Mr. Klein (1976)
7/10
Did anyone ever look so good in a bowler hat?
4 April 2006
Warning: Spoilers
As part of the Istanbul Film Festival, I just saw Monsieur Klein, a tale of a man whose story I slept through a large part of. This is not meant as disrespect to Losey or the film's star, Alain Delon. It's not easy to watch three films in one day, and the middle film often bears the brunt of my sleepiness. Here's what I didn't miss.

The film starts with an exquisite scene of a French vet (we find out later) who is examining a naked dark haired woman, measuring the length of her nostrils, whether her earlobes are attached or not, the size of her hips, and other humiliating minutiae in a cold and clinical office. The woman is then dismissed, and to top it off has to pay for the test that will "prove" whether or not she is a Jew. We then see her commiserate with her husband, who also had the same test. This clinically frightening scene is somewhat different than the rest of the film, which is less about the process of France's occupation and collaboration and more about Delon's character's inner workings. He plays a gentile art dealer named Mr. Klein who, in 1942, profits off Jews who have to unload precious goods in order to make it out of the country. He buys their works cheaply and then sells them at a high profit.

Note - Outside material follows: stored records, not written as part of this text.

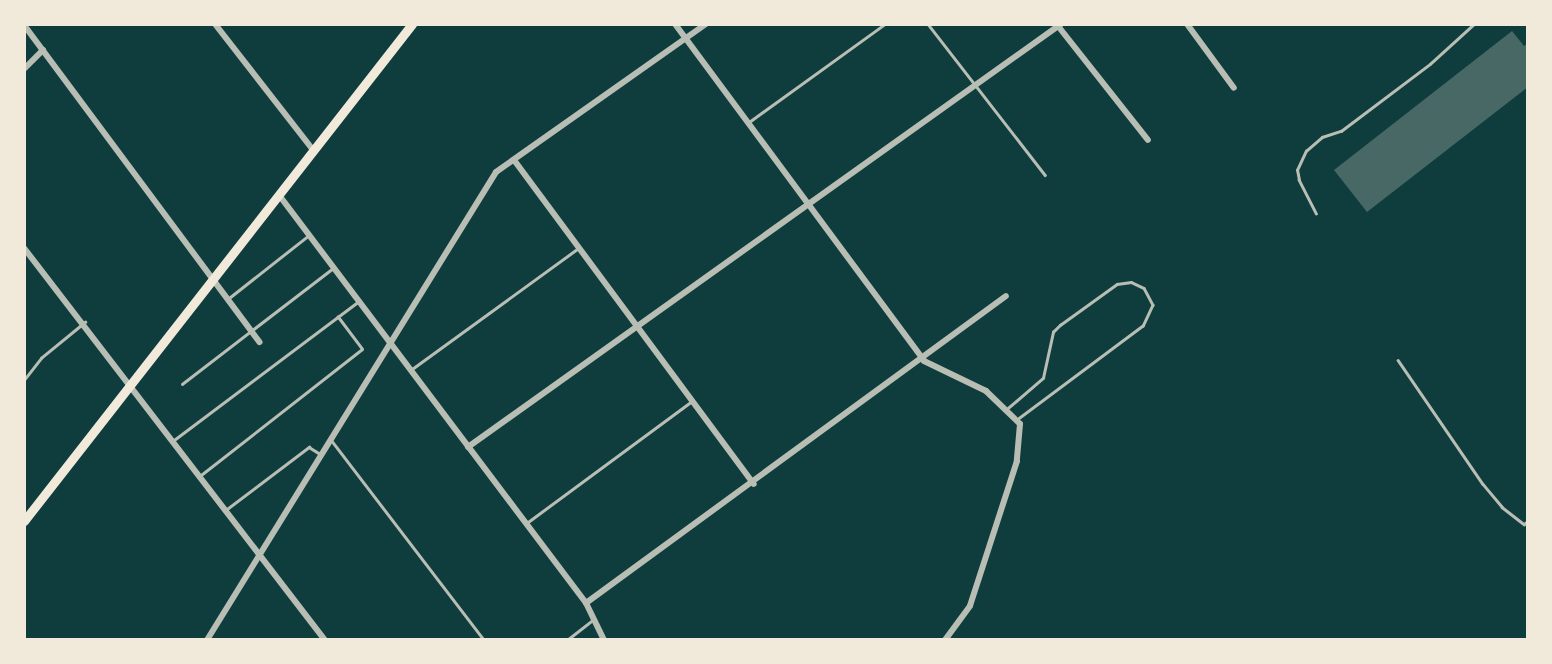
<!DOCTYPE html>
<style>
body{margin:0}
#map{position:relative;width:1552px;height:664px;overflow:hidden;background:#0f3d3e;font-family:"Alegreya Sans",sans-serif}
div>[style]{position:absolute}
.building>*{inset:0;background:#486865}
.service>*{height:2.5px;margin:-1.25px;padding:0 1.25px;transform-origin:1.25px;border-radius:1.25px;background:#b8beb3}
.minor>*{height:6px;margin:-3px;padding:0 3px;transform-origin:3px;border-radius:3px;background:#b8beb3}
.secondary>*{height:9px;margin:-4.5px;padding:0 4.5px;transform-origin:4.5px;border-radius:4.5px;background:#f1e9da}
span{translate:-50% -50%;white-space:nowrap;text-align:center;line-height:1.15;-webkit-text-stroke:5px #f1e9da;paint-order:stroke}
.frame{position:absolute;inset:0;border:26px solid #f1e9da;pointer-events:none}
</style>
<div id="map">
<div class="building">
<i style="clip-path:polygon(1512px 31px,1524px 46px,1528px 43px,1528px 87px,1367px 212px,1334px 170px)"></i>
</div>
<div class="service">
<i style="left:928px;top:24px;width:191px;rotate:52.2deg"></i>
<i style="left:749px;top:122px;width:168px;rotate:-35.8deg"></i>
<i style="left:1316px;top:214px;width:38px;rotate:-117deg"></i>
<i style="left:1299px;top:180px;width:10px;rotate:-101deg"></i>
<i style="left:1297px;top:170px;width:21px;rotate:-65deg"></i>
<i style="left:1306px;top:151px;width:21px;rotate:-41deg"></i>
<i style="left:1322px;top:137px;width:20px;rotate:-18deg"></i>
<i style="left:1341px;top:131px;width:111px;rotate:-37deg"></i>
<i style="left:1430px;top:64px;width:59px;rotate:-42.3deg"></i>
<i style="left:229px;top:298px;width:102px;rotate:-38.2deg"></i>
<i style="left:1398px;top:360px;width:150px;rotate:55.6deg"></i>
<i style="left:1483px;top:484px;width:30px;rotate:50deg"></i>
<i style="left:1502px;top:507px;width:28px;rotate:38deg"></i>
<i style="left:1524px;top:524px;width:5px;rotate:-37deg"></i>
<i style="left:412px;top:369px;width:204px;rotate:-36deg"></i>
<i style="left:24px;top:380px;width:28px;rotate:-52deg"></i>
<i style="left:41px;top:358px;width:57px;rotate:-39.3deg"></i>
<i style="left:182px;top:384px;width:190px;rotate:-37.5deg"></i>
<i style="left:1008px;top:408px;width:46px;rotate:-40.6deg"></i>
<i style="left:1043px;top:378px;width:47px;rotate:-77.7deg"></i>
<i style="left:1053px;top:332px;width:10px;rotate:-45deg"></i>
<i style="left:1060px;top:325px;width:70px;rotate:-35.7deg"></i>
<i style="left:1117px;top:284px;width:14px;rotate:-8deg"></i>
<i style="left:1131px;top:282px;width:14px;rotate:25deg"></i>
<i style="left:1144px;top:288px;width:19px;rotate:62deg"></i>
<i style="left:1153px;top:305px;width:23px;rotate:115deg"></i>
<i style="left:1143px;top:326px;width:157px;rotate:143.3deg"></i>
<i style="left:174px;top:440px;width:230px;rotate:-36.9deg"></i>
<i style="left:332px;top:441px;width:250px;rotate:52.6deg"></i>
<i style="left:201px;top:475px;width:204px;rotate:-38deg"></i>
<i style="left:362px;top:349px;width:40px;rotate:-127deg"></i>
<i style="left:227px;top:509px;width:103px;rotate:-37.1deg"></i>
<i style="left:309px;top:447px;width:13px;rotate:32deg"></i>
<i style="left:528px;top:522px;width:202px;rotate:-36.4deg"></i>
<i style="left:567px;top:640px;width:33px;rotate:-38deg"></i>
</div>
<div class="minor">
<i style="left:215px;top:24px;width:160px;rotate:52.1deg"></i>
<i style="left:675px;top:24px;width:419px;rotate:53.5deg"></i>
<i style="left:1187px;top:24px;width:79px;rotate:53.7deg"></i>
<i style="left:24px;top:25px;width:395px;rotate:53.4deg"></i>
<i style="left:1058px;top:26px;width:145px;rotate:51.7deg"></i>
<i style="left:24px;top:69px;width:27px;rotate:-45deg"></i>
<i style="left:514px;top:160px;width:403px;rotate:53.5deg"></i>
<i style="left:279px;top:195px;width:511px;rotate:53.04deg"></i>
<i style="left:586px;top:603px;width:41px;rotate:64.1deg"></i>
<i style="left:24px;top:248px;width:494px;rotate:52.5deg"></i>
<i style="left:924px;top:361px;width:69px;rotate:25.8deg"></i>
<i style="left:986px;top:391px;width:47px;rotate:44.1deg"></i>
<i style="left:1020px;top:424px;width:37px;rotate:95deg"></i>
<i style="left:1017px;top:461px;width:152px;rotate:108deg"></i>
<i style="left:970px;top:606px;width:42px;rotate:126.3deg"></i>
<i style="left:468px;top:447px;width:728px;rotate:-35.5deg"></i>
<i style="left:586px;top:603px;width:520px;rotate:-36.17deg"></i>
<i style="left:207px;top:640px;width:550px;rotate:-58.3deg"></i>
<i style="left:496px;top:172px;width:257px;rotate:-35.2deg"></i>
</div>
<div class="secondary">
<i style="left:24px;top:521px;width:631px;rotate:-52.02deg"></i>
</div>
<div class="frame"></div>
</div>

Alas, he is mistaken for a Jewish man, also named Mr. Klein, who has mysteriously disappeared. Klein's life then begins to unravel as he tries to get to the bottom of what has happened. The other Klein is all that he is not, poor, Jewish, and politically active. We expect a sea change in his character, but by the end we have to wonder if he really realizes and acknowledges the irony of the situation and the karmic retribution that is being exacted. Now that I think about it, the last scene does acknowledge that somewhat. As Klein is being swept by a crowd boarding a train headed for the concentration camps, he turns and yells at his friend who can potentially help him get out, saying- "I'll be back." If he wanted, could he have turned back? Did he want to punish himself for the role he played in others' suffering? Is he symbolic of the nation of France as a whole (with the exception of Resistance fighters), willing to turn a blind eye and thus worthy of punishment? To top it all off, the last scene in the train shows a Jew who came to Klein at the very beginning of the film and sold a valuable painting, which he collected a couple of gold coins for. The Jew is not alone, in front of him stands the blank-faced Mr. Klein.

I wasn't surprised to see that Delon was the producer, and even less surprised that this film was being shown while giving him a lifetime achievement award, because the film is all about HIM. After all, one still of the film features Delon within the David's Star, how megalomaniac is that?

I'm a Delon lover, not hater though and I don't know which is better, Delon in a bowler hat or a silk robe. He sports both. I'll choose the hat because it's more meaningful to the post at hand. The hat was reminiscent of Magritte's existential man in a bowler hat, his face obscured by a series of objects. That is the essence of the film- not the Holocaust, or the occupation, but rather the existential crisis of one man. By being confused for a Jewish man, Delon is forced to question his own existence and the choices he has made. We, however, are never totally privy to that process.